Cybercriminelen worden met de dag slimmer en creëren nieuwe methodes om achter uw gegevens te komen. Om toe te lichten op wat voor manieren cybercriminelen te werk gaan, heb ik wat voorbeelden uit de praktijk genomen die bij mij of in mijn directe omgeving zijn gebeurd.
Op de afbeelding is te zien dat ik een SMS heb gekregen van een onbekend +31 nummer, namens ING, dat mijn rekening in de quarantainezone is gezet vanwege verdachte inlog pogingen. Er wordt gevraagd of ik met spoed mijn rekening opnieuw wil activeren via de bijgevoegde link. Wanneer u naar deze link kijkt, lijkt het op het eerste gezicht op een normale link, maar er zitten kleine details in waaraan u kan herkennen dat dit een neplink is.
De link https:/./ing-quarantainezone.com lijkt versleuteld te zijn met een https-certificaat, maar dit is niet het geval. Er staat namelijk een punt tussen de twee //. Het valt nauwelijks op, maar is een slinkse wijze om u om de tuin te leiden. Maar de grootste aanwijzing dat dit om een malafide bericht gaat is de het webadres zelf. ING zou nooit via een webadres als deze ing-quarantainezone.com met zijn klanten communiceren. Overigens een leuk detail, ikzelf heb dit bericht ontvangen via SMS, maar ben niet aangesloten bij ING, waardoor ik gelijk door had dat dit niet klopte ;).

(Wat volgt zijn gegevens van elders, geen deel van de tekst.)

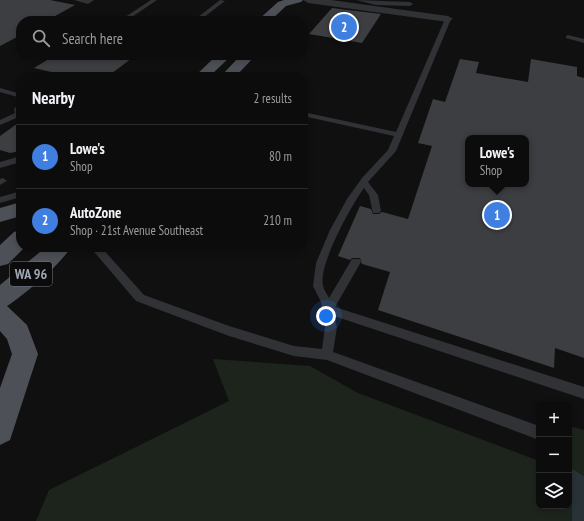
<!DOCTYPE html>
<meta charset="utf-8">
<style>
body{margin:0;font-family:"PT Sans Narrow",sans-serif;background:#151516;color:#f1f3f6}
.controls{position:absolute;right:12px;bottom:12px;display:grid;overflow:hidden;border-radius:8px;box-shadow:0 2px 6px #0003}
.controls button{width:36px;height:36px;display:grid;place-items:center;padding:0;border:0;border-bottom:1px solid #2c2c2e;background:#0c0c0d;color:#f1f3f6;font:20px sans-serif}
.you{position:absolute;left:326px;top:316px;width:14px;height:14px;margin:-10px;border:3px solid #fff;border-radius:50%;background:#1a73e8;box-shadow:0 0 0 6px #1a73e833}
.badge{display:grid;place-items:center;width:26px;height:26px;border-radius:50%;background:#2563eb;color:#fff;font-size:13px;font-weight:700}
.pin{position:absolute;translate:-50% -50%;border:2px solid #fff;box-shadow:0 1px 4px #0006}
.popup{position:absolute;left:465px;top:135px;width:64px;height:52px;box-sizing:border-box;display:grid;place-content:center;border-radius:8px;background:#0c0c0d;filter:drop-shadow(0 1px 3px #0005);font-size:13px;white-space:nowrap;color:#9a9b9d}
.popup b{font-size:15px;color:#f1f3f6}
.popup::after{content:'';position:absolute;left:50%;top:100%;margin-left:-8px;border:8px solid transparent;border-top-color:#0c0c0d}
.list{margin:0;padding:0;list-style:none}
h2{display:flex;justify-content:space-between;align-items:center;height:52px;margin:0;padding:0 16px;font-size:17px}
h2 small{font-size:13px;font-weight:400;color:#9a9b9d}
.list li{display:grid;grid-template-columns:26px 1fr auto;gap:12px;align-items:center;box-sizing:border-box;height:64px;padding:0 16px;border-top:1px solid #2c2c2e}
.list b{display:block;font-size:15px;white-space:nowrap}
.list p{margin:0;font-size:13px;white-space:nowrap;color:#9a9b9d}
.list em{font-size:13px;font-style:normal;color:#9a9b9d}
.icon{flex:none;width:22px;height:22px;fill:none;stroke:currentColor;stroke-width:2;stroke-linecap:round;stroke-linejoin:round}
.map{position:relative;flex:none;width:584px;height:521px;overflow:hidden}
.search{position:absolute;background:#0c0c0d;box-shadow:0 2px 6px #0003;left:16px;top:16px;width:292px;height:44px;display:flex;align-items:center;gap:10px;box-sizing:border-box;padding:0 14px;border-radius:16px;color:#9a9b9d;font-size:15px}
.panel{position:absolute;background:#0c0c0d;box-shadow:0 2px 6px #0003;left:16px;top:72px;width:292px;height:180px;border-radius:16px}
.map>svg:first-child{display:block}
.green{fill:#1c241c}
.water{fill:#283237}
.building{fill:#3c3e41;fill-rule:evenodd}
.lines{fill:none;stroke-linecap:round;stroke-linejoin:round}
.service{fill:#313236;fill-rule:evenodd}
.minor{fill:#313236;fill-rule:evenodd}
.primary{fill:#4d5056;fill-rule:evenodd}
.labels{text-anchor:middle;stroke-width:3.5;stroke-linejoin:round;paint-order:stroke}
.shield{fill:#0b0b0c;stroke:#737981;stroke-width:1}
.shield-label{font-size:14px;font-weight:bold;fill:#a0a8b3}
</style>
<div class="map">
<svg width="584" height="521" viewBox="0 0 584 521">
<rect width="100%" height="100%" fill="#101011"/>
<path class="green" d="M213,359l97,7 48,27 181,68v45h30v-80l15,4v46l-13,-8 1,53h-536l13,-31 180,-89z"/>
<path class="water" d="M571,468l13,8v45h-12z"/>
<g class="building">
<path d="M0,0h50l25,5 -29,16h-25v14l-21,11z"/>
<path d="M332,8l49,6 -19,29 -53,-9z"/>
<path d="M48,55h88l-29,22h-34l-39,-9 13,-8z"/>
<path d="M460,59l19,3 -3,11 52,9 3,-23 46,8v9l7,2v280l-29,-10 -1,20 -176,-58 12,-38 -28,-8 -2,-6h-8l-2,2 -12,-4 22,-50 11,3 2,5h6l3,-2 26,7 24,-73 -14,-3 15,-44 12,3zM468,138h58v46h-58z"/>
<path d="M21,121v30l-11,2 -10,-3v-14z"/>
</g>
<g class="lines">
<g class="service">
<path d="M74,0h20l-6,4z"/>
<path d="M151,0h6l-31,21h-7z"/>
<path d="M220,0l5,1 -26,20h-6z"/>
<path d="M356,0l54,2 3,2 -3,2 -34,-1z"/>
<path d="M448,17l3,2 -55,132 -28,31 10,13 3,16 -2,2h-6l-4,-18 -5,-7c-13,18 -46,77 -41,98 1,4 4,8 6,12l23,-39h8l1,3 -26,45 249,80v12l-250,-83 3,11 -4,25 206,74v14l-212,-80 -33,-4 -65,-20 -93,-35 -46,-54h11l43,48 85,31 65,20 28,3 3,-22 -4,-25 -8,-16 3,-23 14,-33 17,-31 15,-21 26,-28 6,-14 -91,-20v-4l93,20 49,-113z"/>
<path d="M568,35l16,4v4l-18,-5v-2z"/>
<path d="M0,88l21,6v4l-21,-6z"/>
<path d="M21,102v14l-21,9v-5l15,-7 -1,-4 5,-6z"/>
<path d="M21,156v6l-21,6v-6z"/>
<path d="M3,178l4,3 -7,4v-6z"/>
<path d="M21,191v6l-21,6v-6z"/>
</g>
<path class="minor" d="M303,0h28l117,16 5,3 -5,3 -140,-19z"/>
<g class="primary">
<path d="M284,0h19l-2,2 -15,4 -16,15h-13l21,-19z"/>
<path d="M217,55h15l-23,22h-15z"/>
<path d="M241,55h15l-21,22h-15z"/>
<path d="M21,202v14l-21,6v-14z"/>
<path d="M21,230v17h4l-17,17 -8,2v-21l14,-13z"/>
<path d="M46,247h25c-9,16 -48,49 -64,59l20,19 11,29 -28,86 -10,5v-57l12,-34 -5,-15 -7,-8v-46z"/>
</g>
</g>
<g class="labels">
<rect class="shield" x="10" y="262" width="42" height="24" rx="3"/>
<g class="shield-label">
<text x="31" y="279">WA 96</text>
</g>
</g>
</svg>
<div class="controls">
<button>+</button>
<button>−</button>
<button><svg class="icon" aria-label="layers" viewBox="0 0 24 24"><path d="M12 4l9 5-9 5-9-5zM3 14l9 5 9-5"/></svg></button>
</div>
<div class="you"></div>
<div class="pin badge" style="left:497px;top:215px;background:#3f7fe0">1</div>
<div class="popup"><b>Lowe's</b>Shop</div>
<div class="pin badge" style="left:344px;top:27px;background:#3f7fe0">2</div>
<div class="search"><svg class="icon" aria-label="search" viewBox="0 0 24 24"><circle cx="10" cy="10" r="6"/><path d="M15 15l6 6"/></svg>Search here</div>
<section class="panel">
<h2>Nearby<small>2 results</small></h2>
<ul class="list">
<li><span class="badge" style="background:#3f7fe0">1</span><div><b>Lowe's</b><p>Shop</p></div><em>80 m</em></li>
<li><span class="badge" style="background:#3f7fe0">2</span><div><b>AutoZone</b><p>Shop · 21st Avenue Southeast</p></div><em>210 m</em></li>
</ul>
</section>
</div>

Een ander voorbeeld van hoe cybercriminelen te werk gaan, dit keer via het meest gebruikte communicatiemedium van Nederland; WhatsApp.
Het gesprek begint erg normaal, de oplichter stuurt een bericht met een onbekend nummer namens een bekende van het potentiële slachtoffer. De oplichter zegt dat dit het nieuwe nummer is van degene uit wiens naam hij werkt en door het geloofwaardig te maken gebruikt hij zelfs een profielfoto waar diegene op staat. Vanwege privacyredenen hebben wij de namen en foto’s weggelaten.
De oplichter probeert zo geloofwaardig mogelijk over te komen en belt het potentiële slachtoffer via WhatsApp. Voordat er opgenomen kan worden hangt de oplichter alweer op zodat hij niet door de mand valt en om extra druk op het slachtoffer te leggen. Vervolgens gaat het gesprek op een normale manier verder met de vraag: “Hoe gaat het met je”. Wanneer het slachtoffer dezelfde vraag terugstelt slaat de oplichter toe door te zeggen dat hij een klein probleem heeft en vraagt of het slachtoffer hem daarmee kan helpen.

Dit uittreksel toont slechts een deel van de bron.